The Kuiper belt (/ˈkaɪpər/), occasionally called the Edgeworth–Kuiper belt, is a circumstellar disc in the outer Solar System, extending from the orbit of Neptune (at 30 AU) to approximately 50 AU from the Sun. It is similar to the asteroid belt, but is far larger—20 times as wide and 20 to 200 times as massive. Like the asteroid belt, it consists mainly of small bodies or remnants from when the Solar System formed. While many asteroids are composed primarily of rock and metal, most Kuiper belt objects are composed largely of frozen volatiles (termed "ices"), such as methane, ammonia and water.

This is how Jupiter protects Earth from asteroids.

A1ON5678's Log:

Our astro-chemists requires samples from the belt be brought back for further analysis.

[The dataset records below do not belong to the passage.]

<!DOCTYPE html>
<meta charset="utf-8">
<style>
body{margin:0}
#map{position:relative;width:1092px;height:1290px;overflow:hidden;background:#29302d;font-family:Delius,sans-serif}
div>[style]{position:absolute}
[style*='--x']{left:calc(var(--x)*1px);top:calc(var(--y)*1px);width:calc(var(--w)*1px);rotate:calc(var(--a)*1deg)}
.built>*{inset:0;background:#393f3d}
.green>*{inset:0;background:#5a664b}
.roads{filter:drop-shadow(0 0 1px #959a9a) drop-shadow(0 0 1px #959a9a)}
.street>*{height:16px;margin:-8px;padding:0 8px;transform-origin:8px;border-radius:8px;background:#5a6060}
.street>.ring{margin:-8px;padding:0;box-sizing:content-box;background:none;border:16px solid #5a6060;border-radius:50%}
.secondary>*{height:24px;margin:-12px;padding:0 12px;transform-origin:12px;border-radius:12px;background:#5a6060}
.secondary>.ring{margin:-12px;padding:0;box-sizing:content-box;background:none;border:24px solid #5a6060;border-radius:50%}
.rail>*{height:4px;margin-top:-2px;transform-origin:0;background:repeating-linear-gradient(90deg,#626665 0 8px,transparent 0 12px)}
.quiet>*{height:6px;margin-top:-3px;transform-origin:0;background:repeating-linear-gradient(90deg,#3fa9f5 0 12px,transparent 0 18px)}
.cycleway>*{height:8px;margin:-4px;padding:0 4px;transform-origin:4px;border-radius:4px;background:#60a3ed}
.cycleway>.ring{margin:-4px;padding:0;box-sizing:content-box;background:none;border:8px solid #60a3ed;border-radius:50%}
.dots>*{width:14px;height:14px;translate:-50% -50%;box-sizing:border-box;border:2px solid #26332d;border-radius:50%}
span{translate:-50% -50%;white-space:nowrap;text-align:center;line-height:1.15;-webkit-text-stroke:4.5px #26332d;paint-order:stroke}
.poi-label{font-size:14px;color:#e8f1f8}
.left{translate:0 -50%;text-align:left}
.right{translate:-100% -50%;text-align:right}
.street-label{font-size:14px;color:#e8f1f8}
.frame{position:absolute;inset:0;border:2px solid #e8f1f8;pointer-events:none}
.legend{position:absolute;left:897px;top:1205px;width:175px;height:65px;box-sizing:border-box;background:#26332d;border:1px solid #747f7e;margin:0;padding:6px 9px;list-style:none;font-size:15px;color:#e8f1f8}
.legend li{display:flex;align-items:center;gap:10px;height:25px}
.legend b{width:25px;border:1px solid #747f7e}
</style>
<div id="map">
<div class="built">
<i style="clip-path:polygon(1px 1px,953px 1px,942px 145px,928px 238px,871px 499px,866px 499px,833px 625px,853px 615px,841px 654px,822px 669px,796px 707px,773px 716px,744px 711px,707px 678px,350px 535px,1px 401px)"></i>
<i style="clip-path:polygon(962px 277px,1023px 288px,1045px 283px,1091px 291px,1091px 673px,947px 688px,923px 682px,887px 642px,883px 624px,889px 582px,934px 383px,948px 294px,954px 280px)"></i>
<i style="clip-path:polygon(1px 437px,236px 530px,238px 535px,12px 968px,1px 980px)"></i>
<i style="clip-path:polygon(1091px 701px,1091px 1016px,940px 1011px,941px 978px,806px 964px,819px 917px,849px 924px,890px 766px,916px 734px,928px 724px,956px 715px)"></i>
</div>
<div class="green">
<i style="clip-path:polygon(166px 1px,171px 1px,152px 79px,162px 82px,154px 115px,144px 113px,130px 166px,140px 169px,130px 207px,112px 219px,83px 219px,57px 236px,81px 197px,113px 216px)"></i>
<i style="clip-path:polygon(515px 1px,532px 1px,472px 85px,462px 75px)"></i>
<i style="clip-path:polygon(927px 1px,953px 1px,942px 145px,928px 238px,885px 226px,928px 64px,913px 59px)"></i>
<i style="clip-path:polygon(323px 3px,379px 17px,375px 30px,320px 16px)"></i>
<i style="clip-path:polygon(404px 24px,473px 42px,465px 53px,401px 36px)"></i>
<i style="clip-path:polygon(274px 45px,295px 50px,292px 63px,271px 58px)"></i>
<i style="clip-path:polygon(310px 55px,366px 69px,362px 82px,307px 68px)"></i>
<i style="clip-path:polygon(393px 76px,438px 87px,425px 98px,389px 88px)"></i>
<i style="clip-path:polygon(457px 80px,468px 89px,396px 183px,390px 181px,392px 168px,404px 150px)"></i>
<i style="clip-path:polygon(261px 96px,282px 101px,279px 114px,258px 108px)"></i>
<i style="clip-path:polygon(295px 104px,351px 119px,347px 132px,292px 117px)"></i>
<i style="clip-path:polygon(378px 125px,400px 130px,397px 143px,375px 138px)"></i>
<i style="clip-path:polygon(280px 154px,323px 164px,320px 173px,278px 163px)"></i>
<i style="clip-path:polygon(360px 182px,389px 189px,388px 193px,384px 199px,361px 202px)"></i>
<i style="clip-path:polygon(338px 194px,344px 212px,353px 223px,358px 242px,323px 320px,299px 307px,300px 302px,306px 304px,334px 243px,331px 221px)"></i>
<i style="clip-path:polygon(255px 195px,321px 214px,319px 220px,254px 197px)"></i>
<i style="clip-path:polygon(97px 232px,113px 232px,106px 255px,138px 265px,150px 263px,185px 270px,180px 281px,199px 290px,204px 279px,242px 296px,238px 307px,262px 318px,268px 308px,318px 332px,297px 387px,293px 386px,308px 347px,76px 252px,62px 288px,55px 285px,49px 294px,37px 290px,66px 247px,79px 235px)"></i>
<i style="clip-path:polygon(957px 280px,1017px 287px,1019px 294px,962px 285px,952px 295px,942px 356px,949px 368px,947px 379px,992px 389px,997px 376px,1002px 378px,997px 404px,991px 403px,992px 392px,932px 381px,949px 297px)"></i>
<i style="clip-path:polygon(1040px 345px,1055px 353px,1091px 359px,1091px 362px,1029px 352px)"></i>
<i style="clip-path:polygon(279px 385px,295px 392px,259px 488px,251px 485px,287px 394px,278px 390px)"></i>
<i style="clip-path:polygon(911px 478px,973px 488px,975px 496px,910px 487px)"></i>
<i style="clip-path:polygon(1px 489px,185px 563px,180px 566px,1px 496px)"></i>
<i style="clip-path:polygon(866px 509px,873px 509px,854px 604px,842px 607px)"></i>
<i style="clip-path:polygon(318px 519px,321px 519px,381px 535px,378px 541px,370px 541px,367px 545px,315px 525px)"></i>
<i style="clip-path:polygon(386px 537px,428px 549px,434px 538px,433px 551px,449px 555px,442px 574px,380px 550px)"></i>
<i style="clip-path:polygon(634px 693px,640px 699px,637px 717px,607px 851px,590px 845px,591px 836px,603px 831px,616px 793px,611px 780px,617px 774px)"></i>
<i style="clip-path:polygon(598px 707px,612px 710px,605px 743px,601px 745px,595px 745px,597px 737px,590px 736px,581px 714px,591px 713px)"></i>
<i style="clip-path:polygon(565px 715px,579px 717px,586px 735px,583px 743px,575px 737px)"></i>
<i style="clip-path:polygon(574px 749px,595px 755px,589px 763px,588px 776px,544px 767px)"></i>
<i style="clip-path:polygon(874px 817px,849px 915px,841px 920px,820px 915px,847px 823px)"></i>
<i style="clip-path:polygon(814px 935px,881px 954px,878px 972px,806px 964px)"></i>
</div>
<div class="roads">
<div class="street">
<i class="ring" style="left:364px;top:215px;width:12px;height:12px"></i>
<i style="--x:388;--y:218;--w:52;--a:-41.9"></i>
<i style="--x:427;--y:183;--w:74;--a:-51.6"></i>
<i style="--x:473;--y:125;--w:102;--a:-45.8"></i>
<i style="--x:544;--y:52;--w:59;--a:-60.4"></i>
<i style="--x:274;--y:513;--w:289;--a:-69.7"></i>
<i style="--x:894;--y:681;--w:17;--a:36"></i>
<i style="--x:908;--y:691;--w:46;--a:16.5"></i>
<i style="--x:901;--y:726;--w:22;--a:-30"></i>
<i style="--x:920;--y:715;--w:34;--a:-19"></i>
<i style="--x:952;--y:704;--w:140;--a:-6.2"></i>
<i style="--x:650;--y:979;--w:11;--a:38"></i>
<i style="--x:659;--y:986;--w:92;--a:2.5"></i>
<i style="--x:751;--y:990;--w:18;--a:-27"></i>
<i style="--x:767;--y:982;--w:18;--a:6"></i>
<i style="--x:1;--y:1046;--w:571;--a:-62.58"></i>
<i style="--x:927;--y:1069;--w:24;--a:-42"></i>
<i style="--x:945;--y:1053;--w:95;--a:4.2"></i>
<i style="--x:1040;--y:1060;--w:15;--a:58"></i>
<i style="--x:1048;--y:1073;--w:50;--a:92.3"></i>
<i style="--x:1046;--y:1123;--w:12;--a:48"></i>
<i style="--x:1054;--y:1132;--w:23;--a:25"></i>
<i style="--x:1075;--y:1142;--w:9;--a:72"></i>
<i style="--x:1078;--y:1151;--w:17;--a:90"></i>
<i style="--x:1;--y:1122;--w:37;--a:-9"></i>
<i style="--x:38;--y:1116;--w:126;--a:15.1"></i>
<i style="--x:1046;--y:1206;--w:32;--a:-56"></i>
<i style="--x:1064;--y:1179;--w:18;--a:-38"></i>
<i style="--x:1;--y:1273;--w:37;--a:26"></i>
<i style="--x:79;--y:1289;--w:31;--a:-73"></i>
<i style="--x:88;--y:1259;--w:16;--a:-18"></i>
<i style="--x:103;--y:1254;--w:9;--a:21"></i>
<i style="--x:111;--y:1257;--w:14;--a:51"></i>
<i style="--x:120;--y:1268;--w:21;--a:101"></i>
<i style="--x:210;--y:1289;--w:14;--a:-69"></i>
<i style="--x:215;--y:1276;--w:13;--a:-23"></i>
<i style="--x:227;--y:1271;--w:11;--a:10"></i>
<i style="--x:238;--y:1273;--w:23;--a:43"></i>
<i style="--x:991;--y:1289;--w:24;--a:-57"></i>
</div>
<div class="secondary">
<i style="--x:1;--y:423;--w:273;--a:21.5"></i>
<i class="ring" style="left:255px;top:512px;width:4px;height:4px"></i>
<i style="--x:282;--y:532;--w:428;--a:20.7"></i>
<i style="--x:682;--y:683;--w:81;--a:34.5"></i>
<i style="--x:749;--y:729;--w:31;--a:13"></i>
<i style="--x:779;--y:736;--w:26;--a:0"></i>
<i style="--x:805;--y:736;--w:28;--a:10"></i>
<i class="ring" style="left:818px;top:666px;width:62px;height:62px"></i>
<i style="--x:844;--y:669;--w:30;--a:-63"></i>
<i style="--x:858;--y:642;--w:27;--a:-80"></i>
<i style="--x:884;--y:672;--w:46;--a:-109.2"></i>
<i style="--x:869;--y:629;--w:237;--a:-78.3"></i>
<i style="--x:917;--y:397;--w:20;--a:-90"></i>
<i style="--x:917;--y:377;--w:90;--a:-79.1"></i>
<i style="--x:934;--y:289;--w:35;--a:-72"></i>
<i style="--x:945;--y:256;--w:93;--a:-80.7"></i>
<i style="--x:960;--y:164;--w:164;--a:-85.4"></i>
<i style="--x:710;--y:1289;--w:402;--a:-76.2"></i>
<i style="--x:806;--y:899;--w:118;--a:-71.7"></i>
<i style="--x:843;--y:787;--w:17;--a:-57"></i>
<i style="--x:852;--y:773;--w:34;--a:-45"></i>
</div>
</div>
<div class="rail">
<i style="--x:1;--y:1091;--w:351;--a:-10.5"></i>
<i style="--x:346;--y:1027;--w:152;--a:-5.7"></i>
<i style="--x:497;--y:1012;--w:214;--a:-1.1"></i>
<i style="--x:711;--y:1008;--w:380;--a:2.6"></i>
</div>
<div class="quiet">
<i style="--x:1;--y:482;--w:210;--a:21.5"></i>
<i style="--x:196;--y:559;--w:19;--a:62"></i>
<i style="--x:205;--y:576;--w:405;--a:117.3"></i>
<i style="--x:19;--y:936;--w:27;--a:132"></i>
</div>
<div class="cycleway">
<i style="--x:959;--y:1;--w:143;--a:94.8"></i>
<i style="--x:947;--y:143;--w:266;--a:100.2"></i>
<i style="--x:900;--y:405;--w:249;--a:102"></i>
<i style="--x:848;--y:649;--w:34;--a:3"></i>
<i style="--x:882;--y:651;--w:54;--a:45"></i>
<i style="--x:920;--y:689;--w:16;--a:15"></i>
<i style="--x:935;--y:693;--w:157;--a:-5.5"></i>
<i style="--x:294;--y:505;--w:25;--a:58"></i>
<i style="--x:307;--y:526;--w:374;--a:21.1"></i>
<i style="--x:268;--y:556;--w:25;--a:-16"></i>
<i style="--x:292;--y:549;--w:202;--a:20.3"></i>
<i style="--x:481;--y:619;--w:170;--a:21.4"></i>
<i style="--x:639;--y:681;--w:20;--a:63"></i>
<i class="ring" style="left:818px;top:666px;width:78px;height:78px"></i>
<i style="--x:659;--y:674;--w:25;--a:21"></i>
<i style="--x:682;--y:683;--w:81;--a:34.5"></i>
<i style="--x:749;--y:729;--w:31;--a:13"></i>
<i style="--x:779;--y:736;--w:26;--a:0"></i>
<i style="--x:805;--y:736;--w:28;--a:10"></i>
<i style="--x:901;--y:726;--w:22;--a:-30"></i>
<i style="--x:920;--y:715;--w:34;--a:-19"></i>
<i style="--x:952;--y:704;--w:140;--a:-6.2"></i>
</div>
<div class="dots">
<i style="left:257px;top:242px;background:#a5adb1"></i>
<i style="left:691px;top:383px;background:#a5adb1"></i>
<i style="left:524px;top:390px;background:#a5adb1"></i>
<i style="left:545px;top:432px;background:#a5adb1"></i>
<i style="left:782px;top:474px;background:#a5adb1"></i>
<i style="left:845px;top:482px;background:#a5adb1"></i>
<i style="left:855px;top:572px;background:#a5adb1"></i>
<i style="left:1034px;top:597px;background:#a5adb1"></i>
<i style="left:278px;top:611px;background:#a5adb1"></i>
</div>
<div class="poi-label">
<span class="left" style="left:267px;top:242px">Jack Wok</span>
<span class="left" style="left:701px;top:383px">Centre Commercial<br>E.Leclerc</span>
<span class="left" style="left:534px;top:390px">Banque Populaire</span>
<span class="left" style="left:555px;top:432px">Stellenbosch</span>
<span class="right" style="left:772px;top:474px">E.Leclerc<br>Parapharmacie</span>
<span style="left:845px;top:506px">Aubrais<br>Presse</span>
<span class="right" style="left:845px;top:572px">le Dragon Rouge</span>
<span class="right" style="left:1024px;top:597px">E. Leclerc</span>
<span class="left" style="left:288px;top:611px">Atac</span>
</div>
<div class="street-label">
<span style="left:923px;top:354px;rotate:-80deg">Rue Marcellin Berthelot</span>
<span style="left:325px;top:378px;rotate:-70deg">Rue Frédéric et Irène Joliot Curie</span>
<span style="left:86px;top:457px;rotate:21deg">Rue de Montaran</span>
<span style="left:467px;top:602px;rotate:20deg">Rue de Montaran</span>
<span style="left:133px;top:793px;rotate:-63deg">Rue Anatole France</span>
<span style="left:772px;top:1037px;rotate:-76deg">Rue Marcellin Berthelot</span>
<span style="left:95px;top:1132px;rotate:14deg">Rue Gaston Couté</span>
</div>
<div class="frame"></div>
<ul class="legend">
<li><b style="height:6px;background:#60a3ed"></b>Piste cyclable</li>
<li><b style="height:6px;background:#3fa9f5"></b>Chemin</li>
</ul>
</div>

A science vessel would take too long at sustained impulse. The scout ship is being considered for this mission. It is estimated based on the where Jupiter is in orbit later this year, we should be able to fly out to sector (-120,3). This is where the inner wall of the asteroid belt begins. Initial scans and testing can be done on the scout ship, but a more thorough analysis will be required on a science vessel or a science station. 

Plans to deploy a crew for this mission are underway. I really hope I'll be selected for this as it will take approximately eight hours round trip on the scout ship. That is to take into effect relativistic time calculation and such. I know we are currently capable of sustaining under warp factor one, I think that's approximately (216,000 km/sec) when we cruise.